Joan Mir - Suzuki GSX-RR

 O inesperado do anúncio sugere que a Suzuki está reorganizando suas finanças e a MotoGP é vista como uma despesa descartável, especialmente por não ter apresentado o retorno esperado depois de seu título na temporada de 2020, marcada pela pandemia mundial.

A fabricante está atrasada no desenvolvimento de motorizações mais elaboradas, em particular tecnologias verdes, e a MotoGP pode estar em desacordo com seus planos futuros.

A Suzuki tem um histórico de raízes em competições e sem a MotoGP estaria ausente de cenários esportivos internacionais pela primeira vez em décadas.

 

Troy Corser  com uma GSX-R1000
 
Existe a possibilidade de que a empresa japonesa oriente recursos financeiros para um esforço renovado da WorldSBK. A fabricante nipônica conseguiu uma presença marcante na série desde sua inauguração em 1988 e ganhou o título de 2005 com australiano Troy Corser pilotando uma GSX-R1000, entretanto abandonou o grid após 2013.

Sem nunca ter entrado em competições internacionais com a atual geração do GSX-R1000R, circulam há algum tempo rumores que baseadas no modelo da Suzuki Gixxer, uma motocicleta de 2014 com design semelhante ao da GSX-S1000 (o nome Gixxer deriva de um apelido usado na Grã-Bretanha para a série de bicicletas GSX-R da Suzuki) poderia ser desenvolvido especificamente para um  esforço renovado da WorldSBK, uma competição mais próxima dos modelos comerciais

O tamanho relativamente pequeno da corporação Suzuki em comparação com a Honda ou a Yamaha, sugere que a empresa não teria folego financeiro suficiente para bancar as duas frentes, MotoGP e WorldSBK. É possível que a Suzuki realinhe sua gestão esportiva e engenheiros para se concentrar em motos mais próximas aos modelos produzidos em série.

A estratégia funcionou muito bem com a japonesa Kawasaki. A empresa participou tanto na MotoGP quanto na WorldSBK no final dos anos 2000, mas depois de lutar para tirar o melhor de ambas, decidiu acabar com seu esforço em protótipos para focar apenas na superbike, considerando que seria um dreno financeiro menor e mais relevante do ponto de vista do marketing.

Tal movimento também pode servir de alguma forma para apaziguar a Dorna, detentora dos direitos comerciais tanto para a WorldSBK quanto para a MotoGP. A Suzuki enfrenta a possibilidade de uma enorme multa financeira e outras penalidades, incluindo potencialmente uma proibição de reingresso na MotoGP no futuro, ao confirmar a sua retirada. O simples rumor de uma retirada fez a Dorna emitir uma declaração firme e rapidamente distribuída na terça-feira (03/05).
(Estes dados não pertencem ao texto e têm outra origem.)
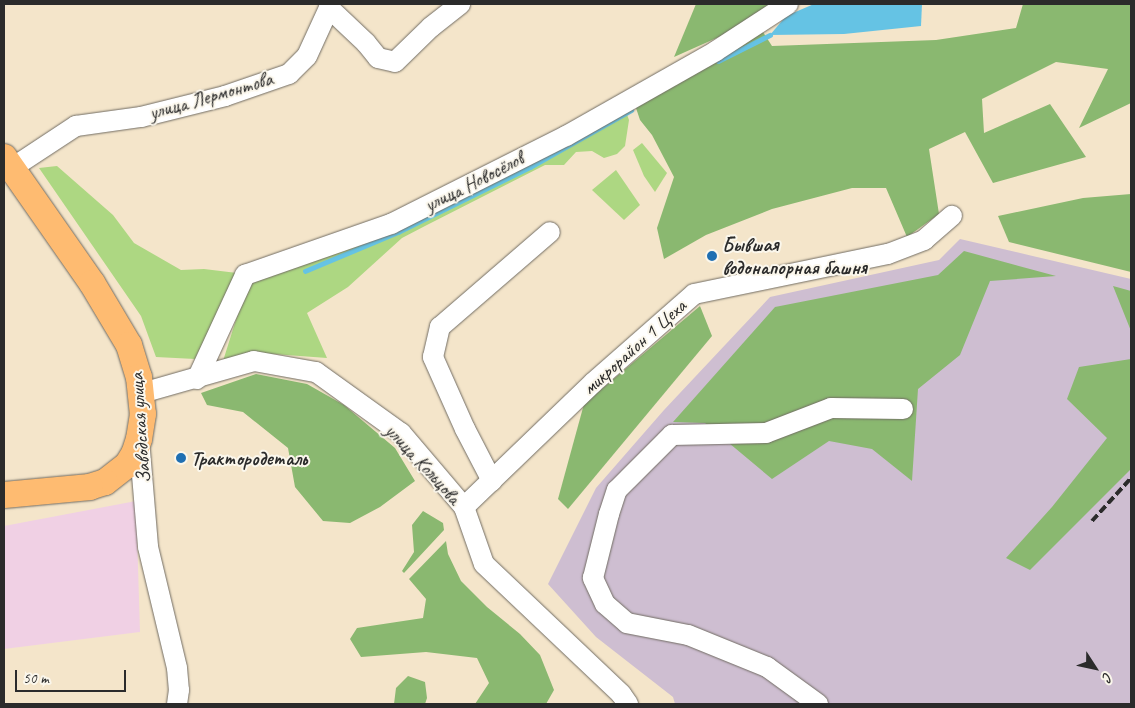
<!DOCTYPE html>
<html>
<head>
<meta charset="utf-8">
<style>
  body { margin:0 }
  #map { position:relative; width:1135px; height:708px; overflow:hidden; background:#f4e5ca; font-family:Caveat,sans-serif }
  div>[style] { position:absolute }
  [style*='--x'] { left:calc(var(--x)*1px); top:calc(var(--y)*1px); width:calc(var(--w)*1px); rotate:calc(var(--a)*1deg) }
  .built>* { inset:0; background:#f0d0e4 }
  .industrial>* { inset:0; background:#cebed1 }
  .green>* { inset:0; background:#add782 }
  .forest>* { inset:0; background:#8ab870 }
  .water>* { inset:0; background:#65c3e4 }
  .stream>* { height:4.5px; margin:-2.25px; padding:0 2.25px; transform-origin:2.25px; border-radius:2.25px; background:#65c3e4 }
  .roads { filter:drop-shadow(0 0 1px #716c63) drop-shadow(0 0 1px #716c63) }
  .minor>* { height:20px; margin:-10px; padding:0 10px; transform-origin:10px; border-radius:10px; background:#fff }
  .major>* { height:26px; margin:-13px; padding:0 13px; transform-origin:13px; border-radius:13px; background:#febb71 }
  .rail>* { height:4px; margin-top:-2px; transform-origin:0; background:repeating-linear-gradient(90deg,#2b2b2b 0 8px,transparent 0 12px) }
  .dots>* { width:14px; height:14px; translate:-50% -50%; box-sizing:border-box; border:2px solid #fbf7ec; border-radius:50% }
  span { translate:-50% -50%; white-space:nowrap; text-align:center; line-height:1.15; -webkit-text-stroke:4px #fbf7ec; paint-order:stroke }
  .street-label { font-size:20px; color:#2b2b2b }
  .poi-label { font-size:20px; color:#2b2b2b; font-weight:700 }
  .left { translate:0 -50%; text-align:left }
  .frame { position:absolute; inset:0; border:5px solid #2b2b2b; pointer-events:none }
  .north { position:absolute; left:1070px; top:643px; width:50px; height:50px; -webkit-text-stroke:4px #fbf7ec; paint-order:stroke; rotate:125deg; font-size:14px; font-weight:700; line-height:20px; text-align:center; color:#2b2b2b }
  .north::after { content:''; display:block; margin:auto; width:18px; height:22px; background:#2b2b2b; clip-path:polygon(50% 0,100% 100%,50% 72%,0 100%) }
  .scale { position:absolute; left:15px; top:670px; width:111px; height:22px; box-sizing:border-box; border:2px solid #2b2b2b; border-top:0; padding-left:6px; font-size:15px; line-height:18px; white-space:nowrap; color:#2b2b2b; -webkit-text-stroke:4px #fbf7ec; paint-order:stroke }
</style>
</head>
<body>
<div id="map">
  <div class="built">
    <div style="clip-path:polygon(136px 501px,140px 632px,4px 649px,4px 526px)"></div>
  </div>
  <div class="industrial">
    <div style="clip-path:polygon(960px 239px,1131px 279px,1131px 704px,675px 704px,673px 697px,596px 637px,548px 584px,596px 488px,664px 410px,770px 297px,939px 260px)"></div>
  </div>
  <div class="green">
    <div style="clip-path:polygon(624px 106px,629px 120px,625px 146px,617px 154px,604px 158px,592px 151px,576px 152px,564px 165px,545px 165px,425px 226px,402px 238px,348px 287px,307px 313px,327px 358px,273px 354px,241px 355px,223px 361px,240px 307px,253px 278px)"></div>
    <div style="clip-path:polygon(642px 143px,667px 173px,655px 192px,644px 176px,633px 150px)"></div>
    <div style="clip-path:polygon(57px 166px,113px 215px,134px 243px,181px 270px,204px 269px,237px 273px,195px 359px,156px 357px,141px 316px,39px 168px)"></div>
    <div style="clip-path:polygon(616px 170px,640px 205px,624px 220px,592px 190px)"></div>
  </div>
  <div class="forest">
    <div style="clip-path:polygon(696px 4px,772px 4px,730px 32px,674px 57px)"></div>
    <div style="clip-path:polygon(1023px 4px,1131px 4px,1131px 103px,1079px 128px,1108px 69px,1056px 62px,982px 99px,984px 133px,1050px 104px,1086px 157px,993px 183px,965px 132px,929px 149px,939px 214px,907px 237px,886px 188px,852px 188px,772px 209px,706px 235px,664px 259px,657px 228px,674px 177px,652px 135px,640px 120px,634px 102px,761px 29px,772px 46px,936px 40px,1016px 28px)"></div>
    <div style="clip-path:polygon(1131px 194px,1131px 272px,1009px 242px,998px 216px,1083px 198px)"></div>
    <div style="clip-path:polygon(964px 251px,1056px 276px,990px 281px,960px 355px,918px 389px,912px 481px,872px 449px,829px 441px,772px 479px,705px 423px,673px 422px,775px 307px,938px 275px)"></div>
    <div style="clip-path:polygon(1113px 286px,1131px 291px,1131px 331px)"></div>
    <div style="clip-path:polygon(700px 306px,712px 336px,568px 509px,558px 499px,584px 404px)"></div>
    <div style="clip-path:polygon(1131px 359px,1131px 469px,1030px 570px,1006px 558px,1052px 507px,1107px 438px,1067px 399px,1079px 367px)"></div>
    <div style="clip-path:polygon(256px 374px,307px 384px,344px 405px,395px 448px,415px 481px,380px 507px,350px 523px,323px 521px,295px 487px,288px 448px,243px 412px,207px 405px,201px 393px)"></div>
    <div style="clip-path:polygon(423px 511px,443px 523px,444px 530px,404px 573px,402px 571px,414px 552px,412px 525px)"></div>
    <div style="clip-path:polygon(446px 541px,448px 554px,461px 581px,487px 607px,520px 634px,540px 655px,554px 690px,546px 704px,475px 704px,489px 683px,477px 658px,426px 652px,361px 657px,350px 639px,357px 628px,423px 618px,426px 599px,409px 579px)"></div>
    <div style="clip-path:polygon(408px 676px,425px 682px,427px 698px,425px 704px,394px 704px,396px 688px)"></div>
  </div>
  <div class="water">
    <div style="clip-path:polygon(814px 4px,922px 4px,921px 26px,844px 34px,770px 35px,786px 16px)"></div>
  </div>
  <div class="stream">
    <div style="--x:718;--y:61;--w:58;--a:-26.6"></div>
    <div style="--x:305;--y:271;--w:101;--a:-22.8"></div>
    <div style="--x:398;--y:232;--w:147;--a:-26.2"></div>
    <div style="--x:530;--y:167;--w:116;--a:-29.4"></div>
  </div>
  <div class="roads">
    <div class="minor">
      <div style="--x:12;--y:168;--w:77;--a:-33.3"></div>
      <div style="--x:76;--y:126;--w:66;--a:-7.9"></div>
      <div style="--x:141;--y:117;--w:87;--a:-14"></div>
      <div style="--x:225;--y:96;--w:68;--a:-19"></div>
      <div style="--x:289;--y:74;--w:25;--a:-45"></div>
      <div style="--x:307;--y:56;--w:53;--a:-65.4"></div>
      <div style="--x:329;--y:8;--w:51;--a:43.4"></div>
      <div style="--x:366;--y:43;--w:19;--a:51"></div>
      <div style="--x:378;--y:58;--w:17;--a:13"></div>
      <div style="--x:395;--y:62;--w:50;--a:-44.2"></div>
      <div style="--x:431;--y:27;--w:37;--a:-38"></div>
      <div style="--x:197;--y:379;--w:115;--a:-65.2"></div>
      <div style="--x:245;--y:275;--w:155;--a:-19.3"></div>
      <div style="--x:391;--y:224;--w:196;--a:-26.7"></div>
      <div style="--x:566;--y:136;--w:172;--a:-29.5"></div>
      <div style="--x:716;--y:51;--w:86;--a:-33.1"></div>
      <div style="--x:142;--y:393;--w:116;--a:-15.9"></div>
      <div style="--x:254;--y:361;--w:63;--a:10.1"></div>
      <div style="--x:316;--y:372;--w:105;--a:35.7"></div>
      <div style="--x:401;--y:433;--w:97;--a:49.6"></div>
      <div style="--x:464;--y:507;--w:60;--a:70.7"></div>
      <div style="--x:484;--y:564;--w:189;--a:43.5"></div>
      <div style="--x:621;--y:694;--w:12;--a:55"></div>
      <div style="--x:139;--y:439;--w:108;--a:85.2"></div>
      <div style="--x:148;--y:547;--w:124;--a:76.5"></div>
      <div style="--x:177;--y:668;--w:22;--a:85"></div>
      <div style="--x:179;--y:690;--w:14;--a:98"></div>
      <div style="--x:492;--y:481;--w:59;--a:-117.4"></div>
      <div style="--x:465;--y:429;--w:79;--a:-114"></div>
      <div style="--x:433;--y:357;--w:31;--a:-77"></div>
      <div style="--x:440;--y:327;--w:145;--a:-40.8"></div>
      <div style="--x:464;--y:507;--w:180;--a:-43.9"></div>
      <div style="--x:594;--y:382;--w:133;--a:-41.3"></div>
      <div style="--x:694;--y:294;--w:198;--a:-11.7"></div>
      <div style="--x:888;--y:254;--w:39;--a:-21"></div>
      <div style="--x:924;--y:240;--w:37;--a:-41"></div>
      <div style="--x:818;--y:704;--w:63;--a:-144"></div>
      <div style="--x:767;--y:667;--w:85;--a:-157.9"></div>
      <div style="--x:688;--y:635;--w:62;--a:-168.9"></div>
      <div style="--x:627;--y:623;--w:29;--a:-139"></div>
      <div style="--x:605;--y:604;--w:29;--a:-115"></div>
      <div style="--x:593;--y:578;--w:66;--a:-76"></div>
      <div style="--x:609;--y:514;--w:25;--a:-72"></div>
      <div style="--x:617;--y:490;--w:78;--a:-45"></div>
      <div style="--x:672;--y:435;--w:94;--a:-1.2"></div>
      <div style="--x:766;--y:433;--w:70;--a:-21"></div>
      <div style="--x:831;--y:408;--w:72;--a:0.8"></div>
    </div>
    <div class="major">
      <div style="--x:4;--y:157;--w:154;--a:55.1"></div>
      <div style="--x:92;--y:283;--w:72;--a:59.2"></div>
      <div style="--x:129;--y:345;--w:34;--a:73"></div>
      <div style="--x:139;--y:377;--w:37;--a:84"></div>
      <div style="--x:143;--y:414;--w:25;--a:99"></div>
      <div style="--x:139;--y:439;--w:16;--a:108"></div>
      <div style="--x:134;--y:454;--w:13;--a:122"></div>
      <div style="--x:127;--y:465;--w:28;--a:142"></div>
      <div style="--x:105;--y:482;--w:16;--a:162"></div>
      <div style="--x:90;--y:487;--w:86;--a:174.7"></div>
    </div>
  </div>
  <div class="rail">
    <div style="--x:1092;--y:521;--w:58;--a:-47.8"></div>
  </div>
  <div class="dots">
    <div style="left:712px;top:256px;background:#1f6fb2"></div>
    <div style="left:181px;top:458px;background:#1f6fb2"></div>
  </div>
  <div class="street-label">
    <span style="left:211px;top:96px;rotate:-16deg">улица Лермонтова</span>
    <span style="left:474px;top:182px;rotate:-27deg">улица Новосёлов</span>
    <span style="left:634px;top:347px;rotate:-42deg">микрорайон 1 Цеха</span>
    <span style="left:140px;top:428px;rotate:-94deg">Заводская улица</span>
    <span style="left:423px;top:464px;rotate:47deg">улица Кольцова</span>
  </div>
  <div class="poi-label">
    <span class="left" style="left:722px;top:256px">Бывшая<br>водонапорная башня</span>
    <span class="left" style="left:191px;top:458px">Трактородеталь</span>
  </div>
  <div class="frame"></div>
  <div class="north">С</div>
  <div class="scale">50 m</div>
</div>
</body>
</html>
A Kawasaki recebeu um tratamento semelhante quando saiu intempestivamente antes da temporada de 2009, embora na época a Dorna ainda não controlasse a WorldSBK. O grande problema é que a empresa espanhola considera a superbike como uma concorrente de seu produto mais rentável, a MotoGP, apesar de administrar ambas . e determinar se ela poderia ser usada como moeda de troca ou considerar que a Suzuki não honra os compromissos assumidos e impedir a empresa de optar por uma das competições.

Outro fator que fortalece o argumento para focar no WorldSBK é o sucesso duradouro da máquina atual em nível internacional, como a GSX-R1000R ainda é competitiva na BSB (British Superbike Championship) e na Motoamerica (organização que promove o campeonato de Superbike da Americam Motorcyclist Association), apesar de ser historicamente o modelo mais antigo que participa de suas respectivas grades.
 

GSX-1000 que compete no Motoamerica

O mercado de motocicletas está se preparando para uma grande mudança de tecnologia na medida em que os combustíveis fósseis são eliminados gradualmente e substituídos por motos elétricas, que talvez justifique por que a Dorna insista no cumprimento dos contratos já assinados.

Seria a Suzuki a primeira a decidir que investir em protótipos não está alinhado com seus valores para o futuro?